Studies have now shown that not only chronic, but also cyclically recurring pain can change the neuronal structures in the brain, e.g. also Menstrual pain. In women with regular menstrual cramps, recurring pain reduces the areas of the brain that are responsible for the transmission of pain, the higher-level processing of sensory stimuli and affect control, and increases the volume of the relevant gray matter in areas for pain modulation and regulation of endocrine functions.

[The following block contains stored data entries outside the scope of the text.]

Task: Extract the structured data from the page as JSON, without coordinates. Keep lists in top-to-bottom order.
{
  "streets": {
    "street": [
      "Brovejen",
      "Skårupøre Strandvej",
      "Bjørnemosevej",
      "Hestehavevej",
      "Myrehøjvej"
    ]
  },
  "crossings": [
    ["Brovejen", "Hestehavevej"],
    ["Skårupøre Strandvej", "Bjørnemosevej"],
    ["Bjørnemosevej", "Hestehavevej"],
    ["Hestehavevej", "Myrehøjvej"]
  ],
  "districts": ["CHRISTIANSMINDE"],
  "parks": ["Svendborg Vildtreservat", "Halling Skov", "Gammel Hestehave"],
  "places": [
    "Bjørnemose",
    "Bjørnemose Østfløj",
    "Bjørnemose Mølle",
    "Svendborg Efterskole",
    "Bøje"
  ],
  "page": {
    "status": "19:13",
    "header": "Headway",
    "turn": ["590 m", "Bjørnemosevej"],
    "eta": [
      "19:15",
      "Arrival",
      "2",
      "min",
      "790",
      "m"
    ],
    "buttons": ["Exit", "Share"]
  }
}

Klawonn, Anna Mathia, Fritz, Michael, Nilsson, Anna, Bonaventura, Jordi, Shionoya, Kiseko, Mirrasekhian, Elahe, Karlsson, Urban, Jaarola, Maarit, Granseth, Björn, Blomqvist, Anders, Michaelides, Michael & Engblom, David (2018 ). Motivational valence is determined by striatal melanocortin 4 receptors. The Journal of Clinical Investigation, 128, 3160-3170.

Krause, Adam J., Prather, Aric A., Wager, Tor D., Lindquist, Martin A. & Walker, Matthew P. (2019). The pain of sleep loss: A brain characterization in humans. The Journal of Neuroscience, doi: 10.1523 / JNEUROSCI.2408-18.2018.

Richter, M., Eck J., Straube, T., Miltner, W.H.R. & Weiss, T. (2010). Do words hurt? Brain activation during explicit and implicit processing of pain words. Pain, 148 (2), 198-205.

Science 2003, 302, p. 290.

Sultansei, L., Clasen, K. & Hüppe, M. (2018). Preoperative anxiety and postoperative pain are risk factors for persistent pain. Behavioral Therapy & Behavioral Medicine, 39, 269-282.